[Python-Dev] compatibility for C-accelerated types

Sat Oct 17 18:20:34 EDT 2015

A recent discussion in a tracker issue [1] brought up the matter of
compatibility between the pure Python implementation of OrderedDict
and the new C implementation.  In working on that port I stuck as
closely as possible to the Python implementation.  This meant some
parts of the code are bit more complex than they would be otherwise.
(Serhiy has been kind enough to do some cleanup.)

Compatibility was one of the fundamental goals of the porting effort.
Not only does compatibility make sense but it's also specifically
required by PEP 399 [2]:

    Any new accelerated code must act as a drop-in replacement
    as close to the pure Python implementation as reasonable.
    Technical details of the VM providing the accelerated code
    are allowed to differ as necessary, e.g., a class being a type
    when implemented in C.

For the most part I have questions about what is "reasonable",
specifically in relation to OrderedDict.

I've already opened up a separate thread related to my main question:
type(obj) vs. obj.__class__. [3]  In the tracker issue, Serhiy pointed
out:

    There is no a difference. io, pickle, ElementTree, bz2, virtually
    all accelerator classes was created as replacements of pure
    Python implementations. All C implementations use
    Py_TYPE(self) for repr() and pickling. I think this deviation is
    common and acceptable.

In a review comment on the associated patch he said:

    Isn't type(self) is always the same as self.__class__ for pure
    Python class? If right, then this change doesn't have any effect.

To which he later replied:

    It is the same if you assigned the __class__ attribute, but can
    be different if set __class__ in the subclass declaration.

So it isn't clear if that is a compatibility break or how much so it might be.

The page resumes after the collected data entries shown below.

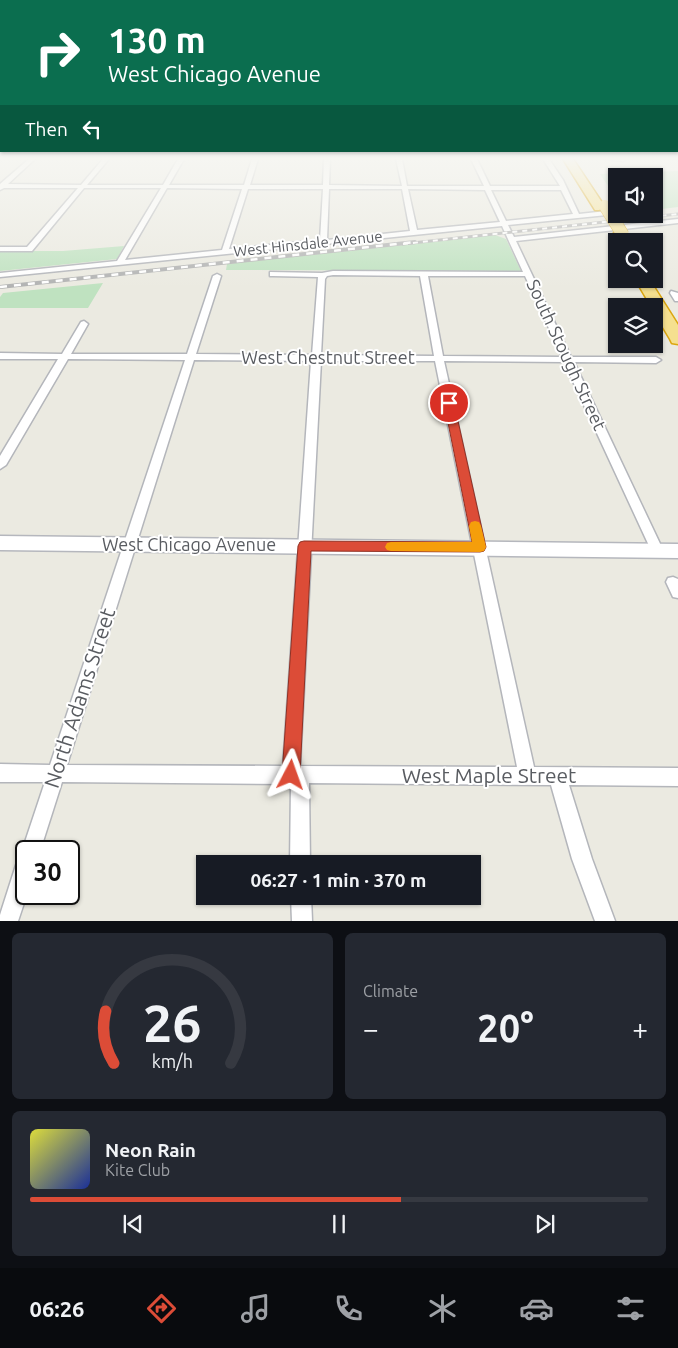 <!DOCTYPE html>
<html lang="en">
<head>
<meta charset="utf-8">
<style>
	body { margin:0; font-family:Ubuntu,sans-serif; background:#242831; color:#f1f3f6; height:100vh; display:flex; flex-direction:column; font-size:19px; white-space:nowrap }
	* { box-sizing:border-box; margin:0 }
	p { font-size:16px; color:#9ea1a6 }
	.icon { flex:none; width:28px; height:28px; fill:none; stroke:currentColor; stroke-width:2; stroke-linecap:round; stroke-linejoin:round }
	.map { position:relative; height:921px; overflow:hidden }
	.details { display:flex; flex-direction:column; gap:12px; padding:12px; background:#0d0f14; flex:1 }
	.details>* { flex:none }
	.hud { position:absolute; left:0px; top:0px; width:679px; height:152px; box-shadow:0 1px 4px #0004; background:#0b6e4f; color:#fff; overflow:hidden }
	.buttons { position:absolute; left:608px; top:168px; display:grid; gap:10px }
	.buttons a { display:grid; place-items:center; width:55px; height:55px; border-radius:0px; background:#171b24; box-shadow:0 1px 4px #0004; font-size:25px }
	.speed { position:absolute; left:15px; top:840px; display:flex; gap:10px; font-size:25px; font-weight:700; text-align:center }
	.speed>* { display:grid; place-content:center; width:65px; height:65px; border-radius:50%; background:#171b24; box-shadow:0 1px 4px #0004; line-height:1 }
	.speed .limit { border:2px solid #111; border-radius:8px; background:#fff; color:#111 }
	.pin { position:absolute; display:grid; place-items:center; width:42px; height:42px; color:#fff; margin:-21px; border:2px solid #fff; border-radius:50%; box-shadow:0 1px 5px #0007 }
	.me { position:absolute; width:55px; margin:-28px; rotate:4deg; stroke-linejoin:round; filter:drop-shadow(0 0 4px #0008) }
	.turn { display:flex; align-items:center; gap:18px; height:105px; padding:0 25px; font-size:22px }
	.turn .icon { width:65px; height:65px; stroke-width:2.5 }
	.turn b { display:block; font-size:35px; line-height:42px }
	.then { display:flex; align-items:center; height:48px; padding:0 25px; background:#0003; gap:10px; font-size:19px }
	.big { font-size:38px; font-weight:600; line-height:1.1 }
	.details .card { flex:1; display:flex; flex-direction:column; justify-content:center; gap:8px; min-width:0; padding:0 18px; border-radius:8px; background:#242831 }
	.details .dial { align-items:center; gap:0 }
	.dial svg { height:130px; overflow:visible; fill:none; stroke:#363941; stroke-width:7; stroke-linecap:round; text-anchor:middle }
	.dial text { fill:#f1f3f6; stroke:none }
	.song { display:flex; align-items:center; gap:15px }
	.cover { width:60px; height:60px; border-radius:8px; background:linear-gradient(135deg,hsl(60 70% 55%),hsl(230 70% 35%)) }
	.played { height:5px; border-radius:2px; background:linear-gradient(90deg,#dc4c37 60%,#363941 60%) }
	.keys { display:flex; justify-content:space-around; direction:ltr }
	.heat { display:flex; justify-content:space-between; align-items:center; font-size:28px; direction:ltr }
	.details .tiles { flex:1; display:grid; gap:12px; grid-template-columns:1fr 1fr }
	.card:last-child { grid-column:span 2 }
	.trip { position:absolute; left:196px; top:855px; width:285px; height:50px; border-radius:0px; background:#171b24; box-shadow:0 1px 4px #0004; font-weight:600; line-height:50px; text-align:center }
	.menu { display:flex; height:80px; justify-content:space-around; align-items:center; background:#090b0e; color:#9ea1a6 }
	.menu .icon { width:35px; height:35px }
	.menu .current { color:#dc4c37 }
	.menu b { font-size:22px; color:#f1f3f6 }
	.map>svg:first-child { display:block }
</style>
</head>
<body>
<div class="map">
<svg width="678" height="921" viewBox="0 0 678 921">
	<rect width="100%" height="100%" fill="#ebeae1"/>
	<path fill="#bfe2c0" d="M678,171V207L654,210V176H616V198L600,174Z
		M495,235L506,239L521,271L226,270L227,264Z
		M124,246L117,259L0,271V251H63Z
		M103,283L88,308H0V297L3,293Z"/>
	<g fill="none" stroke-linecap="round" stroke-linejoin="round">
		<defs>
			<path id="minor" d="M29,159H35L8,184L81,185L103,159H109L87,185H163L178,159H184L169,185H244L252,159H258L250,185H323L324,159H330L329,185L402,186L396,159H402L407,186H484L471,159H477L490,186H560L543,159H549L563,180L579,214L616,210L617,214L508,225L514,237L678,219V223L516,241L571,357H656L661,360L656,363L574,362L663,550L662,553L657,555L652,553L651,550L564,362L444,361L534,767L678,768V786L569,785L592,859L615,921H595L572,859L551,785L309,783L310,864H290L291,784L62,782L40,851H26L27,894L18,921H0V915L16,865L19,858L24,856L22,851L45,782H0V764L50,765L185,360L68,359L6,465L0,469V456L58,359H0V353L62,354L81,322L84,321L88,324L71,354H187L213,276L217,274L221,276L196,354L312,355L318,277L273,276H270V272L322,273L333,271L523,272L502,226L0,277V273L117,261L161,188H84L32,251H0V247H27L78,188H4L0,190V184ZM167,188L242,189L222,250L125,260ZM248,189H323L320,240L229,249ZM329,189H402L410,231L327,240ZM408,189L485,190L500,222L417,230ZM491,190H561L573,214L506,221ZM333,275L420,276L434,356L321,355L325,279L327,276ZM428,276H525L562,357L443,356ZM194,360L311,361L283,766L67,765ZM321,361H435L517,767L300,766Z
				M604,159H626L623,161Z
				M671,291L678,293V301H675L670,293Z
				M673,577L678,579V598L673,597L666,582L668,578Z
				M291,896H311L312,921H292Z"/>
			<path id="secondary" d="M0,536L678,544V558L0,550Z"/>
			<path id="motorway" d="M563,159H573L605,207L603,210H595Z
				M616,232L621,233L625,241H616V244H614L610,236Z
				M635,279H649L678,325V344L672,343L670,339L654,312V306H651Z"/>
		</defs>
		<use href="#minor" stroke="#b4b6bb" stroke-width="3"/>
		<use href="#secondary" stroke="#b5b7bd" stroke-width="3"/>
		<use href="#motorway" stroke="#dca710" stroke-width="3"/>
		<use href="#minor" fill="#fff" fill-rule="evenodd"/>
		<use href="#secondary" fill="#fff" fill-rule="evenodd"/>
		<use href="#motorway" fill="#f5e08f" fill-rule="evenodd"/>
		<defs>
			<path id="rail-far1" d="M403,244L678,214"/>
			<path id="rail" d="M0,287L415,242"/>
		</defs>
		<use href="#rail-far1" stroke="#b2b3b3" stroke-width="3"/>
		<use href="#rail" stroke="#b2b3b3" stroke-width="4"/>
		<use href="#rail-far1" stroke="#fff" stroke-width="2" stroke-dasharray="5" stroke-linecap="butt"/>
		<use href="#rail" stroke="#fff" stroke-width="2.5" stroke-dasharray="7" stroke-linecap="butt"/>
		<defs>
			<path id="motorway-bridge" d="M605,206L623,235"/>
		</defs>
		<use href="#motorway-bridge" stroke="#dca710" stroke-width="13" stroke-linecap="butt"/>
		<use href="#motorway-bridge" stroke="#f5e08f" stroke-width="12"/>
	</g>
	<linearGradient id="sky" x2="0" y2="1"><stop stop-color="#8dbfee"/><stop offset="0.55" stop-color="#f6f6f2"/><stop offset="1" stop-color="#f6f6f2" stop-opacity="0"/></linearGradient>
	<rect width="678" height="288" fill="url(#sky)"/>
	<path fill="#dc4c37" stroke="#8f3124" d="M449,400L454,403L486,547L484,551L480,552L311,551L300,775L297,782L291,784L285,782L282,775L298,546L300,542L304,541L472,542L444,403Z"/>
	<path fill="#f59e0b" d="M475,521L479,522L481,526L486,547L484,551L480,552L391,551L387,550L385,547L387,543L391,542H472L469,526L471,522Z"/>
	<g text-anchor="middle" stroke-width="4" stroke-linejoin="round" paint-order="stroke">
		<g font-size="15" fill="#595c61" stroke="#fff">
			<text transform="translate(308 244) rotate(-6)" y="5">West Hinsdale Avenue</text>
		</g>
		<g font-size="18" fill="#595c61" stroke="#fff">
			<text transform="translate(566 355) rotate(65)" y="6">South Stough Street</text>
			<text x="328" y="364">West Chestnut Street</text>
			<text x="189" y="551">West Chicago Avenue</text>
		</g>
		<g font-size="21" fill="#595c61" stroke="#fff">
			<text transform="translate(80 698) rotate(-72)" y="7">North Adams Street</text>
			<text x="489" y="783">West Maple Street</text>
		</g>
	</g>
</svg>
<div class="buttons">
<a><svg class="icon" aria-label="sound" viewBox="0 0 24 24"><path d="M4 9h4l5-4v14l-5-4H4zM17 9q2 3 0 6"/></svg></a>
<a><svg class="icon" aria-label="search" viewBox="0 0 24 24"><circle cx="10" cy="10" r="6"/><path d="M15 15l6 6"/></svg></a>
<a><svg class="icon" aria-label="layers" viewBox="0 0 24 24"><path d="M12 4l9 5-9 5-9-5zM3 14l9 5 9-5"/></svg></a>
</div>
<div class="speed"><div class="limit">30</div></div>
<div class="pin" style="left:449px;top:403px;background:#d93025"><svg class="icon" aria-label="arrive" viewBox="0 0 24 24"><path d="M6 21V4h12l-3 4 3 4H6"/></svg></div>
<svg class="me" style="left:291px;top:775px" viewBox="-20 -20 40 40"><path d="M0-17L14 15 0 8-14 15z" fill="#dc4c37" stroke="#fff" stroke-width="4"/></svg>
<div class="trip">06:27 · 1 min · 370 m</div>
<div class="hud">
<div class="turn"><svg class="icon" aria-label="right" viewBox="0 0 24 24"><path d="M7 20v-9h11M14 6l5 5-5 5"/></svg><div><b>130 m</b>West Chicago Avenue</div></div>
<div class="then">Then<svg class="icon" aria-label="left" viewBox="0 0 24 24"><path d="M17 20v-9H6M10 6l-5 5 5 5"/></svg></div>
</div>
</div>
<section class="details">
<div class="tiles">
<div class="card dial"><svg viewBox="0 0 100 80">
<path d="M14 69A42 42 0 1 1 86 69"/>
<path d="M14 69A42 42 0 0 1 9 37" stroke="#dc4c37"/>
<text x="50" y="56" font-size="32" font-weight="700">26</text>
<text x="50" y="72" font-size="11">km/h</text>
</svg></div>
<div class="card"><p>Climate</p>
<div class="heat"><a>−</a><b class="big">20°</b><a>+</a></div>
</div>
<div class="card">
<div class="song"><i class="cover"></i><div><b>Neon Rain</b><p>Kite Club</p></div></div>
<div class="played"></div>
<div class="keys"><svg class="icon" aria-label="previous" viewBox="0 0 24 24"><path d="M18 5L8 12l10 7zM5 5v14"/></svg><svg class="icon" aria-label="pause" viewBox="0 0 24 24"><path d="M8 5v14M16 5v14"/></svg><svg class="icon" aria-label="next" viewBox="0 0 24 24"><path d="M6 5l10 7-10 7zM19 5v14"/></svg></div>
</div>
</div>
</section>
<nav class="menu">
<b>06:26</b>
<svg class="icon current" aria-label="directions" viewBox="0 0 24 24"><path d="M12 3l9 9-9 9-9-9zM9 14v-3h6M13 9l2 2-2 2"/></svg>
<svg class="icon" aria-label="music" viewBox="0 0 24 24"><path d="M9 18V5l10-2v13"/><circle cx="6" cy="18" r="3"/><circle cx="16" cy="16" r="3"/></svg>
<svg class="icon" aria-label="phone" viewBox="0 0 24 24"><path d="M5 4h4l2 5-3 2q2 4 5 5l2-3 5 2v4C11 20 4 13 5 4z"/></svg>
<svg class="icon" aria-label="climate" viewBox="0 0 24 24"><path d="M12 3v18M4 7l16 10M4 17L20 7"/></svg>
<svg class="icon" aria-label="car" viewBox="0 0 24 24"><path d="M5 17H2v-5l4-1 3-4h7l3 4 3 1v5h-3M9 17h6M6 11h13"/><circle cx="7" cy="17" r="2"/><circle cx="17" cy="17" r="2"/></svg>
<svg class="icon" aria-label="filters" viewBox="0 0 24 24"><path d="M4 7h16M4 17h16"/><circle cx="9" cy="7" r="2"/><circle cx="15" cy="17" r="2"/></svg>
</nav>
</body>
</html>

Serhiy also noted that, as of 3.5 [4], you can no longer assign to
obj.__class__ for instances of subclasses of builtin (non-heap) types.
So that is another place where the two OrderedDict implementations
differ.  I expect there are a few others in dark corner cases.

On the tracker he notes another OrderedDict compatibility break:

    Backward compatibility related to __class__ assignment was
    already broken in C implementation. In 3.4 following code
    works:

    >>> from collections import *
    >>> class foo(OrderedDict):
    ...     def bark(self): return "spam"
    ...
    >>> class bar(OrderedDict):
    ...     pass
    ...
    >>> od = bar()
    >>> od.__class__ = foo
    >>> od.bark()
    'spam'

    In 3.5 it doesn't.

As PEP 399 says, we should go as far "as reasonable" in the pursuit of
compatibility.  At the same time, I feel not insignificant
responsibility for *any* incompatibility that comes from the C
implementation of OrderedDict.  The corner cases impacted by the above
compatibility concerns are borderline enough that I wanted to get some
feedback.  Thanks!

-eric

[1] http://bugs.python.org/issue25410
[2] https://www.python.org/dev/peps/pep-0399/
[3] https://mail.python.org/pipermail/python-dev/2015-October/141953.html
[4] http://bugs.python.org/issue24912